» **EXERCISE**
Among the entries below, please show each line that carries the word "Sort".

(Stored items)

<<<<

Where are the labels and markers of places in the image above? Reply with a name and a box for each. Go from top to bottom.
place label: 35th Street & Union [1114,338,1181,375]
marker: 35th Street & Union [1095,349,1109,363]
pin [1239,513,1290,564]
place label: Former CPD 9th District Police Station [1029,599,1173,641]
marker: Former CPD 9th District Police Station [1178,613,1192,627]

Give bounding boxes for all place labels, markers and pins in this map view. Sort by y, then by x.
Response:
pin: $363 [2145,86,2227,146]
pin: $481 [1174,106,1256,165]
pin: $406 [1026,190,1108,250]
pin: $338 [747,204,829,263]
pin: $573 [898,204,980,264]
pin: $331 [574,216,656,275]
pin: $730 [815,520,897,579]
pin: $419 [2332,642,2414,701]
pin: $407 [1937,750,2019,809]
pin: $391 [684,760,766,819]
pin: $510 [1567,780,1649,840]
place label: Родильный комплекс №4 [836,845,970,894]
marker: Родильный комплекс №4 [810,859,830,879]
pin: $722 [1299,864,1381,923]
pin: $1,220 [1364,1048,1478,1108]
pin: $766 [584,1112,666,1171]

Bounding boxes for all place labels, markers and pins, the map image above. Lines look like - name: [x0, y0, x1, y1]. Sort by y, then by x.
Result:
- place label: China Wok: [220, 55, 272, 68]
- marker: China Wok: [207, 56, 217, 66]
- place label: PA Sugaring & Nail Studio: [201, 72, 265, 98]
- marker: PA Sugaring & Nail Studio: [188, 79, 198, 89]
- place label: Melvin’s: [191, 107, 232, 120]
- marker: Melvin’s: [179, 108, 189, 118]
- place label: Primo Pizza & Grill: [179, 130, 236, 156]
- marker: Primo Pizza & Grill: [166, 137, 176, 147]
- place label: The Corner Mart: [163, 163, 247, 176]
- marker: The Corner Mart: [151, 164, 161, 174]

>>>>

» **COMPLETED TASK**
Give bounding boxes for all place labels, markers and pins in this map view. Sort by y, then by x.
Bounding boxes for all place labels, markers and pins, the map image above. Lines look like - name: [x0, y0, x1, y1]. Sort by y, then by x.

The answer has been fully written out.